Dr.
Aynur YILMAZ
Çocuklarımız
istemediğimiz davranışlarda bulunduğunda genellikle ne hissettiğimizi
düşünmeyiz. Hemen sen-dilini kullanır ve “Şimdi dayağı
yiyeceksin’’, “Beni rahatsız etmeyi bırak’’ gibi emir ve gözdağı
veren iletiler göndeririz. Oysa ben-diliyle konuşurken duygularımızın
ne olduğunu bilmemiz gerekir. “Kızgın mıyım, korkuyor muyum, endişeli
miyim, hayal kırıklığına mı uğradım, utanıyor muyum?’’
Uzmanların
önerisine göre tanıdığımız duyguları bir liste halinde yazın. Eğer
yirmi ayrı duyguyu sıralayabiliyorsanız, duygularınızı tanımada başarılı
sayılırsınız. Başımızın en çok dertte olduğu duygumuz ise, kızgınlık.

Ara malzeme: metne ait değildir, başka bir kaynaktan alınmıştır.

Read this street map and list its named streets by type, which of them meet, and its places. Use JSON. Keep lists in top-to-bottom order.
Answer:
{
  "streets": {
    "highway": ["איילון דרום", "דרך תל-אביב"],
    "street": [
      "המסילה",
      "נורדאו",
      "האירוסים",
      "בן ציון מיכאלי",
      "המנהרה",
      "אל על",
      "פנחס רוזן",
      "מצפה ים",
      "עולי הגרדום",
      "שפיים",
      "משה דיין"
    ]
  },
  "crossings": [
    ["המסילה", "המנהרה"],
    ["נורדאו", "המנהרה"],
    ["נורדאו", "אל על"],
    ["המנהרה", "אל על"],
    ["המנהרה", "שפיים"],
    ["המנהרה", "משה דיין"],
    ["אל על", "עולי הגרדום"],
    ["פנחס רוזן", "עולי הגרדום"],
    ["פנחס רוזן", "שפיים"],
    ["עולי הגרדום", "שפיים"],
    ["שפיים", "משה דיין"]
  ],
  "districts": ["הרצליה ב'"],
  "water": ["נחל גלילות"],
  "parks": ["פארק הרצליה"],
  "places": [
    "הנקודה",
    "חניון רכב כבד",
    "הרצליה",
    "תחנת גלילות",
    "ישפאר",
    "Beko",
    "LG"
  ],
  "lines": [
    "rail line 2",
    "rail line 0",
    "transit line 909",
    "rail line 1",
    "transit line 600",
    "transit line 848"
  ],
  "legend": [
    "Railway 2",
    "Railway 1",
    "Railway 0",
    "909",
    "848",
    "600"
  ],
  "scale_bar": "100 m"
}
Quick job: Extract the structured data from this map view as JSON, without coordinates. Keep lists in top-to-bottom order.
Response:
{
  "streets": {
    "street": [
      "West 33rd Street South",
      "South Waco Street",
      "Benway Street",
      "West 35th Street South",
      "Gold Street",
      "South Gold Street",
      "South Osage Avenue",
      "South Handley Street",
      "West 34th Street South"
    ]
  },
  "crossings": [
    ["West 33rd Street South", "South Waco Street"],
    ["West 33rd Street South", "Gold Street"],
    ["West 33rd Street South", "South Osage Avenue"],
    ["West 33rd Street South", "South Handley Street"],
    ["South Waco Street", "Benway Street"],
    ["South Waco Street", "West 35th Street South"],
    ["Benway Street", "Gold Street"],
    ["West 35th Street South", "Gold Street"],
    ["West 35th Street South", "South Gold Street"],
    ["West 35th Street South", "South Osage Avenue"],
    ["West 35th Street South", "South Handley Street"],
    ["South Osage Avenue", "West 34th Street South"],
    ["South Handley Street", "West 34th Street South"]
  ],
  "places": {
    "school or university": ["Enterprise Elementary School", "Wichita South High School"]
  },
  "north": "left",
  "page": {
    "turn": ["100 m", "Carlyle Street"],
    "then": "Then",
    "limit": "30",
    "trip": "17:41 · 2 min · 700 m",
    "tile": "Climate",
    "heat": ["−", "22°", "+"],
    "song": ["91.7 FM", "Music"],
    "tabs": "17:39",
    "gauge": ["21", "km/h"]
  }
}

Diğer duyguların tersine kızgınlık doğrudan karşımızdakine yöneliktir.
“Kızgınım’’ çoğunlukla “Sana kızgınım’’ ya da “Beni
kızdırdın’’ anlamına gelen bir sen-iletisidir. Çocuk kendini suçlanmış
hisseder. Oysa kızgınlığın ardında başka duygular var. Kızgınlık
genellikle daha önce yaşanmış bir duygudan sonra gelişir. Örneğin:
-
Anne büyük bir markette çocuğunu kaybetmiştir. İlk duygusu korkudur.
Çocuğu bulunca içinden “Çok şükür, bir şeyi yok’’ deyip
rahatlar. Ama çocuğa dönüp “Yaramaz! Sana yanımdan ayrılma demedim
mi? Beni çok kızdırdın!’’ der.
-
Çocuk zayıflarla dolu karnesini getirir. Annesinin ilk duygusu hayal kırıklığıdır.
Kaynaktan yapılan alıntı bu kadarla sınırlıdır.